The writing career of Herman Melville (1819 - 1891) peaked early, with his early novels, such as Typee becoming best sellers.

By the mid-1850s his poularity declined sharply, and by the time he died he had been largely forgotten.

Yet in time his novel Moby Dick came to be regarded as one of the finest works of American, and indeed world, literature, as was Billy Budd, which was not published until long after his death, in 1924.

Jack London

Jack London (1876 - 1916), lived a life rather like one of his adventure stories. He was born John Chaney, the son of a travelling Irish-American fortune-teller and Flora Wellman, the outcast of a rich family. By the time Jack was a year old, Flora had married a grocer called John London and settled into a life of poverty in Pennsylvania. As Jack grew up he managed to escape from his grim surroundings into books borrowed from the local library - his reading was guided by the librarian.

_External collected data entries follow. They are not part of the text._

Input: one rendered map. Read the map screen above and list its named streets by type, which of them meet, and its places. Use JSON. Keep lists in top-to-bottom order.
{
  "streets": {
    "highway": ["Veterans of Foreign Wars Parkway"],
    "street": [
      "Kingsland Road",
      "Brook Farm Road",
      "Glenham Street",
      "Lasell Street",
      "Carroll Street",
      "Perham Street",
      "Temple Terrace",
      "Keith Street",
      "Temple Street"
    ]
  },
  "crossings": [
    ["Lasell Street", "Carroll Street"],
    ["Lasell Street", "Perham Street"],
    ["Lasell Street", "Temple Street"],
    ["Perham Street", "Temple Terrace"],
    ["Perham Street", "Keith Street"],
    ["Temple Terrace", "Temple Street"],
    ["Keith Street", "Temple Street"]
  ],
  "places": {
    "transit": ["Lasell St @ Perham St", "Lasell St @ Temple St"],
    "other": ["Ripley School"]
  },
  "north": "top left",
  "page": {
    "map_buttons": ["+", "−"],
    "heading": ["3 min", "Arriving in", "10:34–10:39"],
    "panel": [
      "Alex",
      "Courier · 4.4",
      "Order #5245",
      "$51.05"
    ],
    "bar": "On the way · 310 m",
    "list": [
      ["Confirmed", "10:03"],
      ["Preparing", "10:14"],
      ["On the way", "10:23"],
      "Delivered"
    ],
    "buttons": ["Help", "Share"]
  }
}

At fifteen Jack left home and travelled around North America as a tramp - he was once sent to prison for thirty days on a charge of vagrancy. At nineteen he could drink and curse as well as any boatman in California! He never lost his love of reading and even returned to education and gained entry into the University of California. He soon moved on and in 1896 joined the gold rush to the Klondyke in north-west Canada. He returned without gold but with a story in his head that became a huge best-seller - The Call of the Wild - and by 1913 he was the highest -paid and most widely read writer in the world. He spent all his money on his friends, on drink and on building himself a castle-like house which was destroyed by fire before it was finished. Financial difficulties led to more pressure than he could cope with and in 1916, at the age of forty, Jack London committed suicide.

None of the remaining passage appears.